MATERIAL SHOWN
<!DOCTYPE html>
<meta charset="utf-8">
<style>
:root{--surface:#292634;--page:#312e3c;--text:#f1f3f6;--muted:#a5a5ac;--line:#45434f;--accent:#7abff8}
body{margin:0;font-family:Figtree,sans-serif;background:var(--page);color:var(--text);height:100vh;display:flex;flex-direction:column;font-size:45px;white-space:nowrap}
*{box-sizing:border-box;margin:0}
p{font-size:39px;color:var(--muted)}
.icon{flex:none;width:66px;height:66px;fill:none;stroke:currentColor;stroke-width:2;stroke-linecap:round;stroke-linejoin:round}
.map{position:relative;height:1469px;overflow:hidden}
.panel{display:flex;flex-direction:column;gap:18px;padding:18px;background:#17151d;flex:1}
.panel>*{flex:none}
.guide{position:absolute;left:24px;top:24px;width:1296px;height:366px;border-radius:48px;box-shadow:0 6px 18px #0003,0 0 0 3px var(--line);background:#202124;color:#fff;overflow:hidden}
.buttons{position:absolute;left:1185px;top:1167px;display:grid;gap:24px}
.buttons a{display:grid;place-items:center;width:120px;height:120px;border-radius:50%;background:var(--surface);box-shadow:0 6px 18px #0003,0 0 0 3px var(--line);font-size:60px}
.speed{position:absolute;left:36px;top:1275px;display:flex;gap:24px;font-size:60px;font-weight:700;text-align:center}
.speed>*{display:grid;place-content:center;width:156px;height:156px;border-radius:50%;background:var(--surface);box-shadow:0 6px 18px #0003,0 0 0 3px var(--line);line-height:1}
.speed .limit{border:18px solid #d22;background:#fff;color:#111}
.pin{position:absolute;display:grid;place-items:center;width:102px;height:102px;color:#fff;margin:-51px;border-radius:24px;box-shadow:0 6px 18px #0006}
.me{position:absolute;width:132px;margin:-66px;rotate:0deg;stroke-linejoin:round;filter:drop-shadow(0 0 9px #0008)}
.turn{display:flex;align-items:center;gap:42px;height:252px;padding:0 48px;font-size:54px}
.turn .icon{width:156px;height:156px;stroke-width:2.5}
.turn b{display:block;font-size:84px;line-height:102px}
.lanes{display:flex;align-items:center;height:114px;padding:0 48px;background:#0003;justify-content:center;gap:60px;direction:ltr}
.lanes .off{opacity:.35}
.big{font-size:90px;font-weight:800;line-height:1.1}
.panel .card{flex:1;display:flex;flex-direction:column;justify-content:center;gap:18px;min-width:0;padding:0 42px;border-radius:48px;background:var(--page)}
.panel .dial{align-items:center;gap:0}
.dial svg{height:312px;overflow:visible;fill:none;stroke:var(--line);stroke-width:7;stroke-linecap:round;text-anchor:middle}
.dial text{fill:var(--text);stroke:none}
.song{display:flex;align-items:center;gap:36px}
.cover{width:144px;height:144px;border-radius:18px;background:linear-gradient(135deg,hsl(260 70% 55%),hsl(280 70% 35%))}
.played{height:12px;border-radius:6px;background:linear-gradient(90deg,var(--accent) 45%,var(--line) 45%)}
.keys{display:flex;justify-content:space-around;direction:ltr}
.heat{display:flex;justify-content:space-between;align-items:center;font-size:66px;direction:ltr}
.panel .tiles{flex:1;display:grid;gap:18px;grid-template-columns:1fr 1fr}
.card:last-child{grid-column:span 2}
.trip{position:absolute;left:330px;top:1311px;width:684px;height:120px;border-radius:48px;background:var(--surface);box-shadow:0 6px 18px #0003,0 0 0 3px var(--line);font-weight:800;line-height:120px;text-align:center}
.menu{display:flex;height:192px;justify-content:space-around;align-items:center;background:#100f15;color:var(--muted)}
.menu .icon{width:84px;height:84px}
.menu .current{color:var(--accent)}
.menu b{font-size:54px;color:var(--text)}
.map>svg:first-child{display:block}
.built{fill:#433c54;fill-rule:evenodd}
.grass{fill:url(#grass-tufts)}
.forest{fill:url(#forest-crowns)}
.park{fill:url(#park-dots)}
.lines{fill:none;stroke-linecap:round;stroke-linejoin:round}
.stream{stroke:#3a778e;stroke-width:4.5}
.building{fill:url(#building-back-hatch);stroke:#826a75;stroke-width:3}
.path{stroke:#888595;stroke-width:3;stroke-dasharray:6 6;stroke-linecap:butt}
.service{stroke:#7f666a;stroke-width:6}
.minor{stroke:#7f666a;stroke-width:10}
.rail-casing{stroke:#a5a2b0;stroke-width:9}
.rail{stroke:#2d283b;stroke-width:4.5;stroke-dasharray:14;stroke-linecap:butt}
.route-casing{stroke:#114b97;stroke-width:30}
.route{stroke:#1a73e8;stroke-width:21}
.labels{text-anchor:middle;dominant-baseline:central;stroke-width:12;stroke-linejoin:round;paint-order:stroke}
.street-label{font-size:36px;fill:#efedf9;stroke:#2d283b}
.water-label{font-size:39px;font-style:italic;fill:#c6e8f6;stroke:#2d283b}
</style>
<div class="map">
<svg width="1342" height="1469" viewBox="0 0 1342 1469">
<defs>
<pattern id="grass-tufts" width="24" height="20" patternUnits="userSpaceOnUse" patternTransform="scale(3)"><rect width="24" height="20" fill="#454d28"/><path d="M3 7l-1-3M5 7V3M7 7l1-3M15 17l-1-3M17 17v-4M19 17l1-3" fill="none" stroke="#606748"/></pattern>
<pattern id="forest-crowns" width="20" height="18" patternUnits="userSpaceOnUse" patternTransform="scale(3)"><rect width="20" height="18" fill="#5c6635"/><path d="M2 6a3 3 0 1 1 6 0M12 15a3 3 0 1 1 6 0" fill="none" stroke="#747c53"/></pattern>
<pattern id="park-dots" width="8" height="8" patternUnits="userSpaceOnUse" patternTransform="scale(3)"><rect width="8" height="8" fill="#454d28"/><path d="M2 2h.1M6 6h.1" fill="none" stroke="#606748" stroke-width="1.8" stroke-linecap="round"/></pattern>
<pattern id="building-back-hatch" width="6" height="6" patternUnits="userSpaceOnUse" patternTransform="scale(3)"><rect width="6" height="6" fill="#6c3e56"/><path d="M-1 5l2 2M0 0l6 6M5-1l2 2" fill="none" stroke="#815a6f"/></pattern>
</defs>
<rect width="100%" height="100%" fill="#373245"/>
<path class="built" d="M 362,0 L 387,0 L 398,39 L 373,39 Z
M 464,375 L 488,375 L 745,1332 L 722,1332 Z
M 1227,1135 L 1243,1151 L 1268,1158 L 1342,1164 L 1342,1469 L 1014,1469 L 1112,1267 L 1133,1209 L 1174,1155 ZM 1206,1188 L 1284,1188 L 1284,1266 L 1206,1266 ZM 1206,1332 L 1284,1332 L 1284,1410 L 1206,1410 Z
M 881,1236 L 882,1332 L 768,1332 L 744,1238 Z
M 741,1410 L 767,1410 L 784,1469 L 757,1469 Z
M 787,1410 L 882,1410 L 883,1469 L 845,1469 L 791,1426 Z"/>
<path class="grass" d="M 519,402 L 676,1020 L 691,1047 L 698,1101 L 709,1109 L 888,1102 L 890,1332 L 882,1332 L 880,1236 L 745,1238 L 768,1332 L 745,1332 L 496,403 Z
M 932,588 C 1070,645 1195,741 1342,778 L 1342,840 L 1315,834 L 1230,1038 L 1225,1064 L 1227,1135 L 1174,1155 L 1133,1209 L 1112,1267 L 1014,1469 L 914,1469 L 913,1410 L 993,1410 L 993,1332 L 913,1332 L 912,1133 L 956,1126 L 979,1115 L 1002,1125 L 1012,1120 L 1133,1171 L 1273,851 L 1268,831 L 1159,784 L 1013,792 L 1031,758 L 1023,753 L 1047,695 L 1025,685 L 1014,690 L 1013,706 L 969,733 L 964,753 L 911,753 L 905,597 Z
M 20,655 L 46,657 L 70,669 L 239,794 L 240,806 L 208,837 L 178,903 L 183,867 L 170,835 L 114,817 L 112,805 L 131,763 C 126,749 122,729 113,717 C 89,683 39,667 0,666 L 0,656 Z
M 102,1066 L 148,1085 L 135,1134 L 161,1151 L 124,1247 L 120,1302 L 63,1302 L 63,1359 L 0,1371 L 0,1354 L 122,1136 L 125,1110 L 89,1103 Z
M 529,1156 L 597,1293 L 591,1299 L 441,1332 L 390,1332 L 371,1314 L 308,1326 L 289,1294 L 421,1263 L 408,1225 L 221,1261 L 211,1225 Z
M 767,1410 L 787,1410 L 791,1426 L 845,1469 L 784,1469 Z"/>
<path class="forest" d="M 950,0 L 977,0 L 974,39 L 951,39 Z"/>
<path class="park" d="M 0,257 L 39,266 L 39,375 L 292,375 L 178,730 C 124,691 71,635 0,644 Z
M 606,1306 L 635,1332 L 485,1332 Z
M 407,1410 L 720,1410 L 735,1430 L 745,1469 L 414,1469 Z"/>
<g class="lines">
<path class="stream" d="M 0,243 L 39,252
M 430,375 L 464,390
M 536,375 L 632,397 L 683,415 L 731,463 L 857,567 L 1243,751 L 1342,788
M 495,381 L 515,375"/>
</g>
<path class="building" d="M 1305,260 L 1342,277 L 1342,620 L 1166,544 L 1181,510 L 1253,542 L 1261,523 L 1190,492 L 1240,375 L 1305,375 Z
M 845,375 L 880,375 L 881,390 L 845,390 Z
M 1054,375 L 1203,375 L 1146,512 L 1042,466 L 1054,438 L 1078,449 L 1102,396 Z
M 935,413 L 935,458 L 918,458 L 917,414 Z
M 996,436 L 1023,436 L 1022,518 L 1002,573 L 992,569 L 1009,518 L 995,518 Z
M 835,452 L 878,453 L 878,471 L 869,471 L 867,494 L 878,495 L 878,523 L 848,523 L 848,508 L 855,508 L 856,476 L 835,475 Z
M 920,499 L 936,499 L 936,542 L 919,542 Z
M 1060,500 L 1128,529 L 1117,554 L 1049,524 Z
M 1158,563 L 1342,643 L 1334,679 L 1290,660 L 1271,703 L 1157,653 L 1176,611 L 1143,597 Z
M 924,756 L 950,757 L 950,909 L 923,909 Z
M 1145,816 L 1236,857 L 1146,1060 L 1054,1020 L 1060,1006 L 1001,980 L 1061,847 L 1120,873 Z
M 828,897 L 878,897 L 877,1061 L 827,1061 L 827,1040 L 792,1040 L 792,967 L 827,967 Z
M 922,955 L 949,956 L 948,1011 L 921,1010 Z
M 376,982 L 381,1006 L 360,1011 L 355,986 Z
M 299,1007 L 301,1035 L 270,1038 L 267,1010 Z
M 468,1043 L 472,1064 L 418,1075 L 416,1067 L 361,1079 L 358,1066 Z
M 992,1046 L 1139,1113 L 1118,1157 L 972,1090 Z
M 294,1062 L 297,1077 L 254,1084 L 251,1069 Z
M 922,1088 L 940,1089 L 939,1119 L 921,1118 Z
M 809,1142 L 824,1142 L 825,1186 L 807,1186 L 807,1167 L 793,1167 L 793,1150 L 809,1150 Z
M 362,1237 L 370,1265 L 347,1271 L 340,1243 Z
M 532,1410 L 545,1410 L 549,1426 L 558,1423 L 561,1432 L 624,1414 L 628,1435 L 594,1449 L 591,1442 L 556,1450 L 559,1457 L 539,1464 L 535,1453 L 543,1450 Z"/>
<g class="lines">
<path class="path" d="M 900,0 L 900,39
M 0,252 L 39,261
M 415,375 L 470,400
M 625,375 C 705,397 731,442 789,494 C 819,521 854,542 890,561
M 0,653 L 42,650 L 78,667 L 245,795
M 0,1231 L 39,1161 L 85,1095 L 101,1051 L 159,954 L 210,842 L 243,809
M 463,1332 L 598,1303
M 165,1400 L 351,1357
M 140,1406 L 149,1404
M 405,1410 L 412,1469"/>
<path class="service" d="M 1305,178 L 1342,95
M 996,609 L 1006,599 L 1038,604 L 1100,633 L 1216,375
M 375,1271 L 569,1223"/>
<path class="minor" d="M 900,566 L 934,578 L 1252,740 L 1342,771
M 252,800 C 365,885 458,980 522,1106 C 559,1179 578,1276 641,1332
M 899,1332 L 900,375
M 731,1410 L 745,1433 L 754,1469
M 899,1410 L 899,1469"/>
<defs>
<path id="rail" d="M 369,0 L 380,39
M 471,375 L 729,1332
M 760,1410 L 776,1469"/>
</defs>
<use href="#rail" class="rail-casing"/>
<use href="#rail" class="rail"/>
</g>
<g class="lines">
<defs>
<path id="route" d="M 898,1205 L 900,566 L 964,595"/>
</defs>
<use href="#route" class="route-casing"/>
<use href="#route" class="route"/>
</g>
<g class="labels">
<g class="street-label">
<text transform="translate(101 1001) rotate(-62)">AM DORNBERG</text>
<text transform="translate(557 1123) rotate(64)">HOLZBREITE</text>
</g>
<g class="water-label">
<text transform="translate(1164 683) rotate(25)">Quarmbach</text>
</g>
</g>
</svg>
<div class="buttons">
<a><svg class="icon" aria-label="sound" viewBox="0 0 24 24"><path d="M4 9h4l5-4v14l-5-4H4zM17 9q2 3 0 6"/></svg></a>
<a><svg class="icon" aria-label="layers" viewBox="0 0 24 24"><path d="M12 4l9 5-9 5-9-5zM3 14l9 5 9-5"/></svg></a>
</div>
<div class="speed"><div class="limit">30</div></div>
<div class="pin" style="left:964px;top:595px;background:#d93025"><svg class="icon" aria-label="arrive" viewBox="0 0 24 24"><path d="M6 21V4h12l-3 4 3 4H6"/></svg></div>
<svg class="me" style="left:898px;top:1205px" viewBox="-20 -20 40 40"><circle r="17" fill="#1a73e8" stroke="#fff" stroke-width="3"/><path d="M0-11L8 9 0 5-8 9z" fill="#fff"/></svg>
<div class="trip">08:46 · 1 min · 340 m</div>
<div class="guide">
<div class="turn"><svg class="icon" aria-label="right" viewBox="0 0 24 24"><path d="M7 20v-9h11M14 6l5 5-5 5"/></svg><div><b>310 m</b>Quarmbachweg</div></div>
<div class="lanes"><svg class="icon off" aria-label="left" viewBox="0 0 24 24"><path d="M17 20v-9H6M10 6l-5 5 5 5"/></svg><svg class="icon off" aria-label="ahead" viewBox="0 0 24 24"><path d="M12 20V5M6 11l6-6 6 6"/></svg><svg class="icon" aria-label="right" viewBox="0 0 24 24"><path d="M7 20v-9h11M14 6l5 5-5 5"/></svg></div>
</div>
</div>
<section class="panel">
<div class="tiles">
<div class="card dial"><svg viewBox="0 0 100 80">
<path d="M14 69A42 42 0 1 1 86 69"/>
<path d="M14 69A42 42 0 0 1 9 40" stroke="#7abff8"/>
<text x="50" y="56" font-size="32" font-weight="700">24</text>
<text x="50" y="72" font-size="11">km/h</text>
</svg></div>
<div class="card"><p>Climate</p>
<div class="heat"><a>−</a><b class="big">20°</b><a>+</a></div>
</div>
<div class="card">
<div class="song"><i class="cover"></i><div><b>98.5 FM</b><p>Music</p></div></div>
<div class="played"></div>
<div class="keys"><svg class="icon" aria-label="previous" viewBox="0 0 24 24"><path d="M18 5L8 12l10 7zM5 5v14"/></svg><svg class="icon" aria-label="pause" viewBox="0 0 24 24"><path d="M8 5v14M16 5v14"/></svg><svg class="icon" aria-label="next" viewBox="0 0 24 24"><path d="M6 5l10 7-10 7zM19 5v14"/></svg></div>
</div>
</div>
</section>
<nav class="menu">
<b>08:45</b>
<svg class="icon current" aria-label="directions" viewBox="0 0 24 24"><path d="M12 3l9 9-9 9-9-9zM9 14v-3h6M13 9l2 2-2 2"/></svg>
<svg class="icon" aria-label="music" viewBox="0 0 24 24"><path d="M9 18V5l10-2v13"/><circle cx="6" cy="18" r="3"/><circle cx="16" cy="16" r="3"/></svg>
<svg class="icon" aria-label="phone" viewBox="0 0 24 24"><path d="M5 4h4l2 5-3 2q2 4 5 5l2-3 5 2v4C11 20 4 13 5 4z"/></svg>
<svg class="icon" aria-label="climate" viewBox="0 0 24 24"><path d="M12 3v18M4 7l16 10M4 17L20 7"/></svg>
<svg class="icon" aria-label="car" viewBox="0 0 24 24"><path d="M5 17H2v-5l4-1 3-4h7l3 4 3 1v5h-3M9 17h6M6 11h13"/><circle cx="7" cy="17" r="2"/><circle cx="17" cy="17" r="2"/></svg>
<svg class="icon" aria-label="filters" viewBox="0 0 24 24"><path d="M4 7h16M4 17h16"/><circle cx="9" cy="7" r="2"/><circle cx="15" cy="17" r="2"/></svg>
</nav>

TASK
Pull out every line of the records that includes the string "rail".

SOLVED PROBLEM
.rail-casing{stroke:#a5a2b0;stroke-width:9}
.rail{stroke:#2d283b;stroke-width:4.5;stroke-dasharray:14;stroke-linecap:butt}
<path id="rail" d="M 369,0 L 380,39
<use href="#rail" class="rail-casing"/>
<use href="#rail" class="rail"/>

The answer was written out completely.